Quantum Hall induced currents and the magnetoresistance of a quantum point contact

TL;DR

This study investigates quantum Hall induced currents and their impact on quantum point contact conductance, revealing correlated features at specific Landau-level fillings and differences in decay behavior, enhancing understanding of quantum Hall effects.

Contribution

It demonstrates the correlation between induced currents and QPC conductance features, and analyzes their temperature, sweep rate, and noise dependencies, providing new insights into quantum Hall phenomena.

Findings

Features in magnetic moment and resistance are correlated at specific filling factors.

Induced currents influence QPC electrostatics but are not affected by the QPC.

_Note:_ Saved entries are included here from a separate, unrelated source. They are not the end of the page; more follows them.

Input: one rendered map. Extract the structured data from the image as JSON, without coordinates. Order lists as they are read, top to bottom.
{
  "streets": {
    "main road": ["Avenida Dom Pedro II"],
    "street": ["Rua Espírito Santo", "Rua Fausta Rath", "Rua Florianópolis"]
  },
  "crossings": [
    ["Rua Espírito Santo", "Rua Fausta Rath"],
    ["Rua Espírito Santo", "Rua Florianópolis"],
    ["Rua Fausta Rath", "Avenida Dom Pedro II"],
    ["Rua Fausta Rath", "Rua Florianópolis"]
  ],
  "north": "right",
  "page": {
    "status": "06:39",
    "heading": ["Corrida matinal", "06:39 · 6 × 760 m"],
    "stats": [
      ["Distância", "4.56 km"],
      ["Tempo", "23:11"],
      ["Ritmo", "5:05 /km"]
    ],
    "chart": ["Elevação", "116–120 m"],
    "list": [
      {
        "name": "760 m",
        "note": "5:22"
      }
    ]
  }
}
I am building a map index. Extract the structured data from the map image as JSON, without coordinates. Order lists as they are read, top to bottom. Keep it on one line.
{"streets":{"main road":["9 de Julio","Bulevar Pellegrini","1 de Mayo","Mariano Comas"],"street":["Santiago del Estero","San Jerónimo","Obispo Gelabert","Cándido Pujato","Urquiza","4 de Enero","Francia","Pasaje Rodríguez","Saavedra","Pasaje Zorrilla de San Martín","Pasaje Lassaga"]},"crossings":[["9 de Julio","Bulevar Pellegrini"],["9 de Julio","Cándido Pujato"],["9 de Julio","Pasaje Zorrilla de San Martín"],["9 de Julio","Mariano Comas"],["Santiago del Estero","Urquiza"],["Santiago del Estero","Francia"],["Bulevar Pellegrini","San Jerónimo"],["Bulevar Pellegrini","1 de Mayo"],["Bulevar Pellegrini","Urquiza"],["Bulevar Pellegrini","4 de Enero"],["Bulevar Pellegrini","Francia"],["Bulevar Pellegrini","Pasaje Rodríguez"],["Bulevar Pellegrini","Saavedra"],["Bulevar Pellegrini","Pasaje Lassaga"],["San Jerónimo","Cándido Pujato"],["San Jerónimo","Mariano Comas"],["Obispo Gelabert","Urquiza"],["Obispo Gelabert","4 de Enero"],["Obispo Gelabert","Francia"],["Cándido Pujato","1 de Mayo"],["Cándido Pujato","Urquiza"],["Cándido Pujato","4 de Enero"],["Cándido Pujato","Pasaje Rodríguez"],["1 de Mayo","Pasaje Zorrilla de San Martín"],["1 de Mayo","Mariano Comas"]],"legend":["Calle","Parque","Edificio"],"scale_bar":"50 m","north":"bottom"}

Decay behaviors of induced currents differ when the magnetic field is halted.

Abstract

We report an investigation of quantum Hall induced currents by simultaneous measurements of their magnetic moment and their effect on the conductance of a quantum point contact (QPC). Features in the magnetic moment and QPC resistance are correlated at Landau-level filling factors nu=1, 2 and 4, which demonstrates the common origin of the effects. Temperature and non-linear sweep rate dependences are observed to be similar for the two effects. Furthermore, features in the noise of the induced currents, caused by breakdown of the quantum Hall effect, are observed to have clear correlations between the two measurements. In contrast, there is a distinct difference in the way that the induced currents decay with time when the sweeping field halts at integer filling factor. We attribute this difference to the fact that, while both effects are sensitive to the magnitude of the induced current, the QPC resistance is also sensitive to the proximity of the current to the QPC split-gate. Although it is clearly demonstrated that induced currents affect the electrostatics of a QPC, the reverse effect, the QPC influencing the induced current, was not observed.